I have a dataset with lead_id, lead_status, effective_datetime. The status can change a few times during one day. In the case where there are multple status entries in one day I need to DATE_ADD 1 Day to the 2nd entry, 2 Days to the 3rd entry, etc until I have one lead_id, lead_status, effective_day record. Here is what I have so far:
First I create a row number:
CREATE TABLE lead_rows AS
SELECT
lead_id,
effective_datetime,
lead_status,
(
CASE lead_id
WHEN @curLead
THEN @curRow := @curRow + 1
ELSE @curRow := 1 AND @curLead := lead_id END
) + 1 AS row_number
FROM lead_history, (SELECT @curRow := 0, @curLead := '') r
ORDER BY lead_id, effective_datetime;
Then I compare current row to previous row to figure if I need to move the current row date ahead by a day:
SELECT
lead_id,
lead_status,
effective_datetime,
CASE
WHEN DATE(a.effective_datetime) = (
SELECT DATE(effective_datetime)
FROM lead_rows
WHERE row_number = (a.row_number - 1) AND lead_id = a.lead_id)
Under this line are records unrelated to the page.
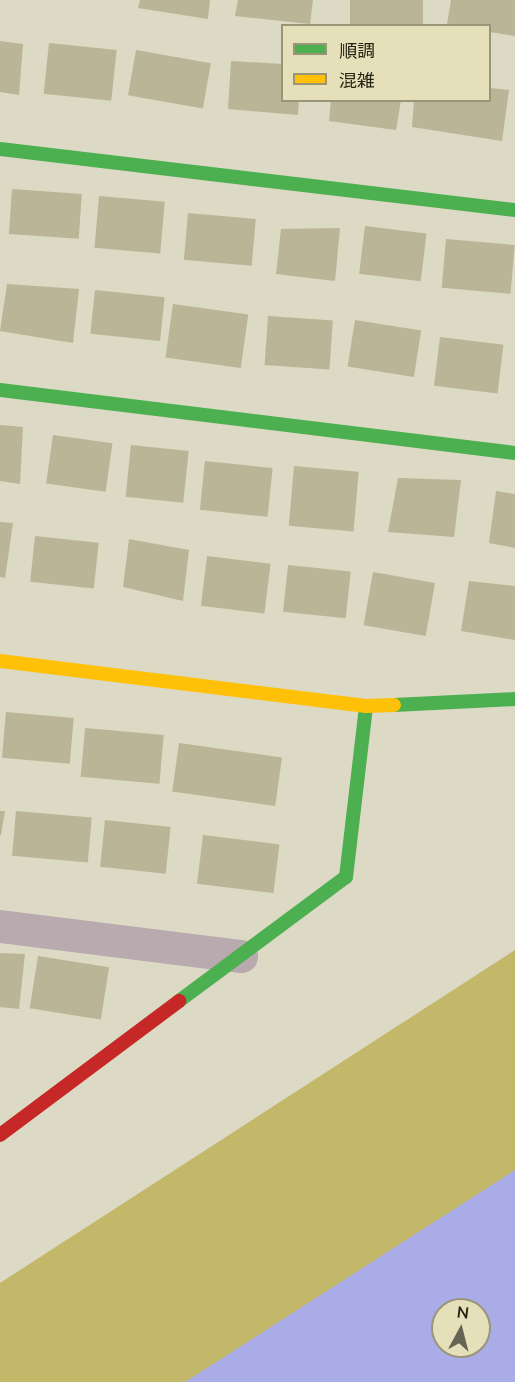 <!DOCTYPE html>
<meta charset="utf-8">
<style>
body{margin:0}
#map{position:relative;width:515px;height:1382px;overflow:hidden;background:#dcd9c4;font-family:Mulish,"Noto Sans JP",sans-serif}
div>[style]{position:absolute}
.forest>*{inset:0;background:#c3b769}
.water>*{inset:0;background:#aaace7}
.building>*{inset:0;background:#bab596;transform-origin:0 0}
.street>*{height:33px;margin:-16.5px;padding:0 16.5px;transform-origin:16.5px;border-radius:16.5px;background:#b9aab0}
.fast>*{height:14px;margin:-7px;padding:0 7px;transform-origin:7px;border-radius:7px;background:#4caf50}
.slow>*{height:14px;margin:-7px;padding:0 7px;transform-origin:7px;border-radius:7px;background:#ffc107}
.jam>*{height:14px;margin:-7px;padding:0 7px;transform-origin:7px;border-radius:7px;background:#c62828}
span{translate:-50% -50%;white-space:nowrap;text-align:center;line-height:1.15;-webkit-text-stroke:4.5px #e6e0ba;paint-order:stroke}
.legend{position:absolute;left:281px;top:24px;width:210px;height:78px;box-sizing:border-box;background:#e6e0ba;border:2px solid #9a9578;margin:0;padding:8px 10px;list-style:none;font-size:18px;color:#272516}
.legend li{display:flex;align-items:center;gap:12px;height:30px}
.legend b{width:30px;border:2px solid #9a9578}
.north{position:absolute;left:431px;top:1298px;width:60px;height:60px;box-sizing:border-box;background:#e6e0ba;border:2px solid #9a9578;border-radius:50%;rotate:7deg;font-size:16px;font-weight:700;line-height:24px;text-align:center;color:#272516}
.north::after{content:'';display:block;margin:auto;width:21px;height:27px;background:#666453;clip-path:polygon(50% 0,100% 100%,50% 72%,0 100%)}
</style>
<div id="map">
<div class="forest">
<i style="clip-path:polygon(evenodd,515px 950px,515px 1382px,0 1382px,0 1283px,515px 950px,443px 1310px,479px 1310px,479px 1346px,443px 1346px,443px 1310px)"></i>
</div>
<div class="water">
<i style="clip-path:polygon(evenodd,515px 1170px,515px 1382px,185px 1382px,515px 1170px,443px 1310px,479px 1310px,479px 1346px,443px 1346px,443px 1310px)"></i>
</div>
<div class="building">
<i style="clip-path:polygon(140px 0,210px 0,208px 19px,138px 8px)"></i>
<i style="clip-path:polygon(238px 0,313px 0,310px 24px,235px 16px)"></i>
<i style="left:350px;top:0;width:73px;height:26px"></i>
<i style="clip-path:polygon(451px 0,515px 0,515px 36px,490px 32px,490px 26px,447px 24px)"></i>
<i style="clip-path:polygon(0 41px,23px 44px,19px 95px,0 92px)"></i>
<i style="left:49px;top:43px;width:68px;height:51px;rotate:6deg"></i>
<i style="left:136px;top:50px;width:76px;height:46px;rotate:10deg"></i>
<i style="clip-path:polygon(231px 61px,282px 64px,282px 100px,299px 100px,298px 115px,228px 109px)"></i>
<i style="clip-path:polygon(490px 88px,509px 90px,502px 141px,412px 127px,414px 100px,490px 100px)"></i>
<i style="clip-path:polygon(331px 100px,401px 100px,396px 130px,329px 121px)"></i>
<i style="left:12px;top:189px;width:70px;height:45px;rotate:4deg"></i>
<i style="left:99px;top:196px;width:66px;height:52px;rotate:5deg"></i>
<i style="left:188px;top:213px;width:68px;height:47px;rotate:5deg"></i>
<i style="left:365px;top:226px;width:62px;height:48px;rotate:7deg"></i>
<i style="clip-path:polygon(340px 228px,335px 281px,276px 274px,281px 229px)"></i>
<i style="left:446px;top:239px;width:69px;height:49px;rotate:5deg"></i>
<i style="clip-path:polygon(7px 284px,79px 289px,73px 343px,0 331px)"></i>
<i style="left:95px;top:290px;width:70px;height:44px;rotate:6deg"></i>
<i style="left:173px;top:304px;width:76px;height:54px;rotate:8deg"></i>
<i style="left:268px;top:316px;width:65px;height:49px;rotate:4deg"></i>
<i style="left:355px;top:320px;width:67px;height:47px;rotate:9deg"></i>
<i style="left:440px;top:337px;width:64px;height:49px;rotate:7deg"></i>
<i style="clip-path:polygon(0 425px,23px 427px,20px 484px,0 481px)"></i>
<i style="left:53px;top:435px;width:60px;height:49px;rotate:8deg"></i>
<i style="left:131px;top:445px;width:58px;height:52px;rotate:6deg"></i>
<i style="left:205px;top:461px;width:68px;height:49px;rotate:6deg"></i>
<i style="left:294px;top:466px;width:65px;height:60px;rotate:5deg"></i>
<i style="clip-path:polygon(398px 478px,461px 480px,454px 537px,388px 532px)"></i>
<i style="clip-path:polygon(496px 491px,515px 494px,515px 548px,489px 543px)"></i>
<i style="clip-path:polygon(0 522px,13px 523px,5px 578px,0 577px)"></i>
<i style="left:35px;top:536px;width:64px;height:46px;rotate:6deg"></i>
<i style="clip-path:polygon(129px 539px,189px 550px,183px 601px,123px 587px)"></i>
<i style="left:207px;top:556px;width:64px;height:50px;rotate:7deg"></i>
<i style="left:288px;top:565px;width:63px;height:47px;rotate:6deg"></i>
<i style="left:373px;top:572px;width:63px;height:54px;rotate:10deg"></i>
<i style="clip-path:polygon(469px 581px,515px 586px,515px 640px,461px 631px)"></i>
<i style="left:6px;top:712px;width:68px;height:46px;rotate:5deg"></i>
<i style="left:85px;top:728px;width:79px;height:49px;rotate:5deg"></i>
<i style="left:179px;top:743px;width:104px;height:49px;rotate:8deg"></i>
<i style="clip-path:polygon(0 811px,5px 811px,1px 835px,0 835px)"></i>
<i style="left:16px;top:811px;width:76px;height:45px;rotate:5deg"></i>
<i style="left:105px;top:820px;width:66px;height:47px;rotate:6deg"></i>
<i style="left:203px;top:835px;width:77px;height:49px;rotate:7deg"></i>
<i style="clip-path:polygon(0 953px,25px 954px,19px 1009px,0 1007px)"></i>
<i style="left:38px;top:956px;width:72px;height:53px;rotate:9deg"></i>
</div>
<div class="street">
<i style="left:0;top:926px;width:243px;rotate:7.1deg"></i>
</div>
<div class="fast">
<i style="left:0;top:149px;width:519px;rotate:6.76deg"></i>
<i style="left:0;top:390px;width:519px;rotate:6.97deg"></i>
<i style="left:394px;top:705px;width:121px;rotate:-2.8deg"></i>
<i style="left:179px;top:1001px;width:208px;rotate:-36.6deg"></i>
<i style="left:346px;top:877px;width:172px;rotate:-83.3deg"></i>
</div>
<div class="slow">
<i style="left:0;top:661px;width:369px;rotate:7deg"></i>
<i style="left:366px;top:706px;width:28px;rotate:-2deg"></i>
</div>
<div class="jam">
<i style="left:0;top:1135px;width:224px;rotate:-36.8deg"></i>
</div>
<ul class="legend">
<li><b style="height:8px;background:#4caf50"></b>順調</li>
<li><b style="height:8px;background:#ffc107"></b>混雑</li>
</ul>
<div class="north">N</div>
</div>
THEN DATE_ADD(DATE(a.effective_datetime), INTERVAL 1 DAY)
ELSE DATE(a.effective_datetime)
END as new_date
FROM lead_rows a;
This works fine except when I have two status entries on adjacent days. Because this isn't recursive it won't continue to push subsequent status entries forward one day. So I could start with:
lead_id | lead_status | effective_datetime
---------------------------------------------------
lead_1 | Known | 2014-01-01 01:00:00
lead_1 | In Contact | 2014-01-01 14:00:00
lead_1 | Unqualified | 2014-01-02 12:00:00
But end with:
lead_id | lead_status | effective_datetime | new_date
----------------------------------------------------------------
lead_1 | Known | 2014-01-01 01:00:00 | 2014-01-01
lead_1 | In Contact | 2014-01-01 14:00:00 | 2014-01-02
lead_1 | Unqualified | 2014-01-02 12:00:00 | 2014-01-02
When it should have been:
lead_id | lead_status | effective_datetime | new_date
----------------------------------------------------------------
lead_1 | Known | 2014-01-01 01:00:00 | 2014-01-01
lead_1 | In Contact | 2014-01-01 14:00:00 | 2014-01-02
lead_1 | Unqualified | 2014-01-02 12:00:00 | 2014-01-03
That last status entry needs to be pushed ahead by one day to account for the 2nd entry being pushed but I can't figure out to recursively do this. I've looked into running it through a Cursor but that seems overkill for this but maybe there's no other way...
Anyone have a suggestion on how to accomplish this? I'm running this in MySQL with the ability to set up procedures, but if someone has an option that won't work in MySQL then I can convert this to RedShift. Thanks in advance.